Dataset entries:
^^^^^^^^

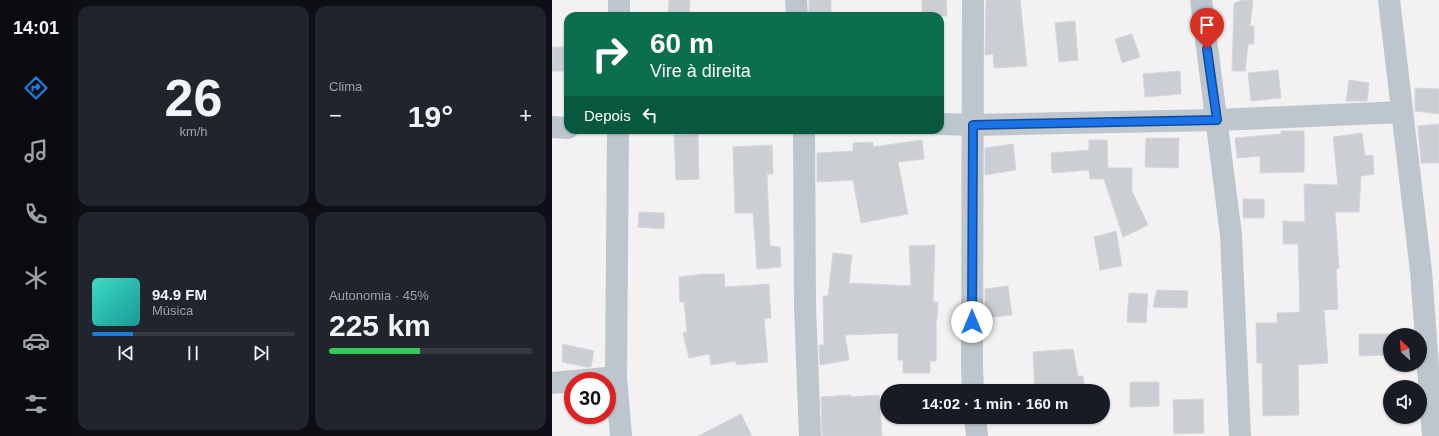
<!DOCTYPE html>
<html lang="pt">
<head>
<meta charset="utf-8">
<style>
	:root { --surface:#171b24; --page:#20242c; --text:#f1f3f6; --muted:#9ea1a6; --line:#363941; --accent:#1c7ce1 }
	body { margin:0; font-family:Arial,sans-serif; background:var(--page); color:var(--text); height:100vh; display:flex; flex-direction:column; font-size:15px; white-space:nowrap }
	* { box-sizing:border-box; margin:0 }
	p { font-size:13px; color:var(--muted) }
	.icon { flex:none; width:22px; height:22px; fill:none; stroke:currentColor; stroke-width:2; stroke-linecap:round; stroke-linejoin:round }
	.map { position:relative; flex:1; overflow:hidden }
	.drawer { display:flex; flex-direction:column; gap:6px; padding:6px; background:#0d0f14; width:480px }
	.drawer>* { flex:none }
	.banner { position:absolute; left:12px; top:12px; width:380px; height:122px; border-radius:12px; box-shadow:0 1px 3px #0004; background:#0b6e4f; color:#fff; overflow:hidden }
	.needle { width:26px; rotate:334deg }
	.fabs { position:absolute; left:831px; top:328px; display:grid; gap:8px }
	.fabs a { display:grid; place-items:center; width:44px; height:44px; border-radius:50%; background:var(--surface); box-shadow:0 1px 3px #0004; font-size:20px }
	.speed { position:absolute; left:12px; top:372px; display:flex; gap:8px; font-size:20px; font-weight:700; text-align:center }
	.speed>* { display:grid; place-content:center; width:52px; height:52px; border-radius:50%; background:var(--surface); box-shadow:0 1px 3px #0004; line-height:1 }
	.speed .limit { border:6px solid #d22; background:#fff; color:#111 }
	.pin { position:absolute; display:grid; place-items:center; width:34px; height:34px; color:#fff; margin:-41px -17px; border-radius:50% 50% 50% 0; rotate:-45deg; box-shadow:0 0 4px #0007 }
	.pin .icon { rotate:45deg }
	.me { position:absolute; width:44px; margin:-22px; rotate:0deg; stroke-linejoin:round; filter:drop-shadow(0 0 3px #0008) }
	.turn { display:flex; align-items:center; gap:14px; height:84px; padding:0 20px; font-size:18px }
	.turn .icon { width:52px; height:52px; stroke-width:2.5 }
	.turn b { display:block; font-size:28px; line-height:34px }
	.then { display:flex; align-items:center; height:38px; padding:0 20px; background:#0003; gap:8px; font-size:15px }
	.big { font-size:30px; font-weight:600; line-height:1.1 }
	.drawer .card { flex:1; display:flex; flex-direction:column; justify-content:center; gap:6px; min-width:0; padding:0 14px; border-radius:12px; background:var(--page) }
	.drawer .dial { align-items:center; gap:0 }
	.dial b { font-size:52px; line-height:1 }
	.song { display:flex; align-items:center; gap:12px }
	.cover { width:48px; height:48px; border-radius:6px; background:linear-gradient(135deg,hsl(170 70% 55%),hsl(180 70% 35%)) }
	.played { height:4px; border-radius:2px; background:linear-gradient(90deg,var(--accent) 20%,var(--line) 20%) }
	.keys { display:flex; justify-content:space-around; direction:ltr }
	.heat { display:flex; justify-content:space-between; align-items:center; font-size:22px; direction:ltr }
	.charge { height:6px; border-radius:3px; background:linear-gradient(90deg,#34c759 45%,var(--line) 0) }
	.drawer .tiles { flex:1; display:grid; gap:6px; grid-template-columns:repeat(2,1fr) }
	.trip { position:absolute; left:328px; top:384px; width:230px; height:40px; border-radius:20px; background:var(--surface); box-shadow:0 1px 3px #0004; font-weight:600; line-height:40px; text-align:center }
	main { display:flex; flex:1; min-height:0 }
	.tab-bar { display:flex; flex-direction:column; width:72px; justify-content:space-around; align-items:center; background:#090b0e; color:var(--muted) }
	.tab-bar .icon { width:28px; height:28px }
	.tab-bar .current { color:var(--accent) }
	.tab-bar b { font-size:18px; color:var(--text) }
	.map>svg:first-child { display:block }
	.building { fill:#cbced3; stroke:#d5d7dc }
	.lines { fill:none; stroke-linecap:round; stroke-linejoin:round }
	.minor { stroke:#bdc6cd; stroke-width:22 }
	.route-casing { stroke:#114b97; stroke-width:10 }
	.route { stroke:#1a73e8; stroke-width:7 }
</style>
</head>
<body>
<main>
<nav class="tab-bar">
<b>14:01</b>
<svg class="icon current" aria-label="directions" viewBox="0 0 24 24"><path d="M12 3l9 9-9 9-9-9zM9 14v-3h6M13 9l2 2-2 2"/></svg>
<svg class="icon" aria-label="music" viewBox="0 0 24 24"><path d="M9 18V5l10-2v13"/><circle cx="6" cy="18" r="3"/><circle cx="16" cy="16" r="3"/></svg>
<svg class="icon" aria-label="phone" viewBox="0 0 24 24"><path d="M5 4h4l2 5-3 2q2 4 5 5l2-3 5 2v4C11 20 4 13 5 4z"/></svg>
<svg class="icon" aria-label="climate" viewBox="0 0 24 24"><path d="M12 3v18M4 7l16 10M4 17L20 7"/></svg>
<svg class="icon" aria-label="car" viewBox="0 0 24 24"><path d="M5 17H2v-5l4-1 3-4h7l3 4 3 1v5h-3M9 17h6M6 11h13"/><circle cx="7" cy="17" r="2"/><circle cx="17" cy="17" r="2"/></svg>
<svg class="icon" aria-label="filters" viewBox="0 0 24 24"><path d="M4 7h16M4 17h16"/><circle cx="9" cy="7" r="2"/><circle cx="15" cy="17" r="2"/></svg>
</nav>
<section class="drawer">
<div class="tiles">
<div class="card dial"><b>26</b><p>km/h</p></div>
<div class="card"><p>Clima</p>
<div class="heat"><a>−</a><b class="big">19°</b><a>+</a></div>
</div>
<div class="card">
<div class="song"><i class="cover"></i><div><b>94.9 FM</b><p>Música</p></div></div>
<div class="played"></div>
<div class="keys"><svg class="icon" aria-label="previous" viewBox="0 0 24 24"><path d="M18 5L8 12l10 7zM5 5v14"/></svg><svg class="icon" aria-label="pause" viewBox="0 0 24 24"><path d="M8 5v14M16 5v14"/></svg><svg class="icon" aria-label="next" viewBox="0 0 24 24"><path d="M6 5l10 7-10 7zM19 5v14"/></svg></div>
</div>
<div class="card"><p>Autonomia · 45%</p><b class="big">225 km</b><div class="charge"></div></div>
</div>
</section>
<div class="map">
<svg width="887" height="436" viewBox="0 0 887 436">
	<rect width="100%" height="100%" fill="#f3f1f1"/>
	<g class="building">
		<path d="M 117,0 L 138,0 L 137,16 L 116,16 Z"/>
		<rect x="257" y="0" width="22" height="16"/>
		<path d="M 370,0 L 394,0 L 395,16 L 370,16 Z"/>
		<path d="M 434,0 L 468,0 L 475,66 L 442,68 L 441,54 L 433,55 Z"/>
		<path d="M 691,0 L 701,0 L 698,26 L 702,26 L 702,44 L 696,44 L 693,71 L 680,71 L 682,3 Z"/>
		<path d="M 523,21 L 526,60 L 507,62 L 503,23 Z"/>
		<path d="M 580,34 L 588,57 L 570,63 L 563,39 Z"/>
		<rect x="0" y="47" width="16" height="24"/>
		<path d="M 726,70 L 729,98 L 699,101 L 696,73 Z"/>
		<path d="M 628,71 L 629,94 L 593,97 L 591,74 Z"/>
		<path d="M 797,80 L 817,83 L 815,101 L 794,101 Z"/>
		<path d="M 863,88 L 887,89 L 887,114 L 863,111 Z"/>
		<path d="M 887,124 L 887,163 L 869,163 L 866,126 Z"/>
		<path d="M 729,131 L 752,131 L 752,172 L 708,173 L 708,156 L 685,158 L 683,138 L 729,134 Z"/>
		<path d="M 810,133 L 813,156 L 821,155 L 822,174 L 809,176 L 807,212 L 783,212 L 787,268 L 784,269 L 786,309 L 772,310 L 776,363 L 746,365 L 747,415 L 711,416 L 710,363 L 705,363 L 704,323 L 725,323 L 725,313 L 748,312 L 746,244 L 731,244 L 731,221 L 753,222 L 752,184 L 786,185 L 781,137 Z"/>
		<path d="M 146,134 L 147,179 L 124,180 L 122,135 Z"/>
		<path d="M 594,138 L 627,138 L 626,168 L 593,167 Z"/>
		<path d="M 370,140 L 372,159 L 346,162 L 356,214 L 309,223 L 301,180 L 265,182 L 265,153 L 301,151 L 301,143 L 321,142 L 321,147 Z"/>
		<path d="M 537,140 L 555,140 L 556,168 L 580,168 L 580,191 L 596,225 L 571,237 L 552,179 L 538,179 L 537,170 L 500,173 L 499,153 L 537,150 Z"/>
		<path d="M 461,144 L 464,170 L 433,175 L 433,148 Z"/>
		<path d="M 220,145 L 221,174 L 215,174 L 218,246 L 228,247 L 229,267 L 205,269 L 201,213 L 183,213 L 181,147 Z"/>
		<rect x="691" y="199" width="21" height="19"/>
		<path d="M 87,212 L 112,213 L 112,229 L 86,227 Z"/>
		<path d="M 564,231 L 570,266 L 548,270 L 542,237 Z"/>
		<path d="M 383,245 L 381,302 L 386,302 L 385,319 L 384,319 L 384,361 L 378,361 L 378,373 L 351,373 L 351,360 L 346,360 L 346,333 L 293,335 L 297,360 L 268,365 L 267,345 L 272,345 L 271,296 L 276,296 L 281,253 L 300,255 L 297,283 L 359,286 L 357,246 Z"/>
		<path d="M 151,274 L 172,274 L 173,287 L 217,284 L 219,318 L 212,319 L 216,362 L 184,365 L 184,361 L 159,365 L 157,354 L 137,358 L 131,333 L 135,332 L 132,302 L 128,302 L 127,277 Z"/>
		<path d="M 456,286 L 460,315 L 433,318 L 433,289 Z"/>
		<path d="M 605,290 L 636,291 L 635,308 L 601,307 Z"/>
		<path d="M 577,293 L 596,294 L 594,323 L 575,322 Z"/>
		<path d="M 807,334 L 837,334 L 837,355 L 807,356 Z"/>
		<path d="M 11,344 L 42,351 L 39,367 L 34,367 L 10,362 Z"/>
		<path d="M 521,349 L 526,376 L 531,376 L 533,391 L 483,391 L 481,352 Z"/>
		<path d="M 578,382 L 607,382 L 607,406 L 578,407 Z"/>
		<path d="M 299,395 L 299,397 L 327,395 L 330,436 L 270,436 L 269,397 Z"/>
		<path d="M 651,399 L 652,433 L 622,434 L 621,400 Z"/>
		<path d="M 189,414 L 200,436 L 146,436 Z"/>
		<path d="M 513,417 L 536,417 L 537,418 L 514,421 Z"/>
	</g>
	<g class="lines">
		<g class="minor">
			<path d="M 244,0 L 245,16"/>
			<path d="M 649,0 L 679,235 L 688,436"/>
			<path d="M 837,0 L 869,271 L 881,436"/>
			<path d="M 67,16 L 67,0"/>
			<path d="M 388,124 L 421,125 L 665,120 L 850,112"/>
			<path d="M 0,127 L 16,128"/>
			<path d="M 66,130 L 64,377 L 69,436"/>
			<path d="M 252,130 L 253,307 L 258,436"/>
			<path d="M 23,381 L 64,377"/>
			<path d="M 0,383 L 21,381"/>
			<path d="M 421,391 L 420,367 L 421,0"/>
			<path d="M 423,417 L 425,436"/>
		</g>
	</g>
	<g class="lines">
		<defs>
			<path id="route" d="M 420,322 L 421,125 L 665,120 L 655,49"/>
		</defs>
		<use href="#route" class="route-casing"/>
		<use href="#route" class="route"/>
	</g>
</svg>
<div class="fabs">
<a><svg class="needle" viewBox="-14 -14 28 28"><path d="M0-13l5 13h-10z" fill="#e53935"/><path d="M0 13l5-13h-10z" fill="#9ea1a6"/></svg></a>
<a><svg class="icon" aria-label="sound" viewBox="0 0 24 24"><path d="M4 9h4l5-4v14l-5-4H4zM17 9q2 3 0 6"/></svg></a>
</div>
<div class="speed"><div class="limit">30</div></div>
<div class="pin" style="left:655px;top:49px;background:#d93025"><svg class="icon" aria-label="arrive" viewBox="0 0 24 24"><path d="M6 21V4h12l-3 4 3 4H6"/></svg></div>
<svg class="me" style="left:420px;top:322px" viewBox="-20 -20 40 40"><circle r="19" fill="#fff"/><path d="M0-13L10 11 0 6-10 11z" fill="#1a73e8"/></svg>
<div class="trip">14:02 · 1 min · 160 m</div>
<div class="banner">
<div class="turn"><svg class="icon" aria-label="right" viewBox="0 0 24 24"><path d="M7 20v-9h11M14 6l5 5-5 5"/></svg><div><b>60 m</b>Vire à direita</div></div>
<div class="then">Depois<svg class="icon" aria-label="left" viewBox="0 0 24 24"><path d="M17 20v-9H6M10 6l-5 5 5 5"/></svg></div>
</div>
</div>
</main>
</body>
</html>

^^^^^^^^

PROBLEM TO WORK ON
From the records above, give again exactly the lines running from the line with "width:52px; height:52px; stroke-width:2.5" to the line with "font-size:30px; font-weight:600; line-height:1.1", inclusive.

TASK OUTPUT
	.turn .icon { width:52px; height:52px; stroke-width:2.5 }
	.turn b { display:block; font-size:28px; line-height:34px }
	.then { display:flex; align-items:center; height:38px; padding:0 20px; background:#0003; gap:8px; font-size:15px }
	.big { font-size:30px; font-weight:600; line-height:1.1 }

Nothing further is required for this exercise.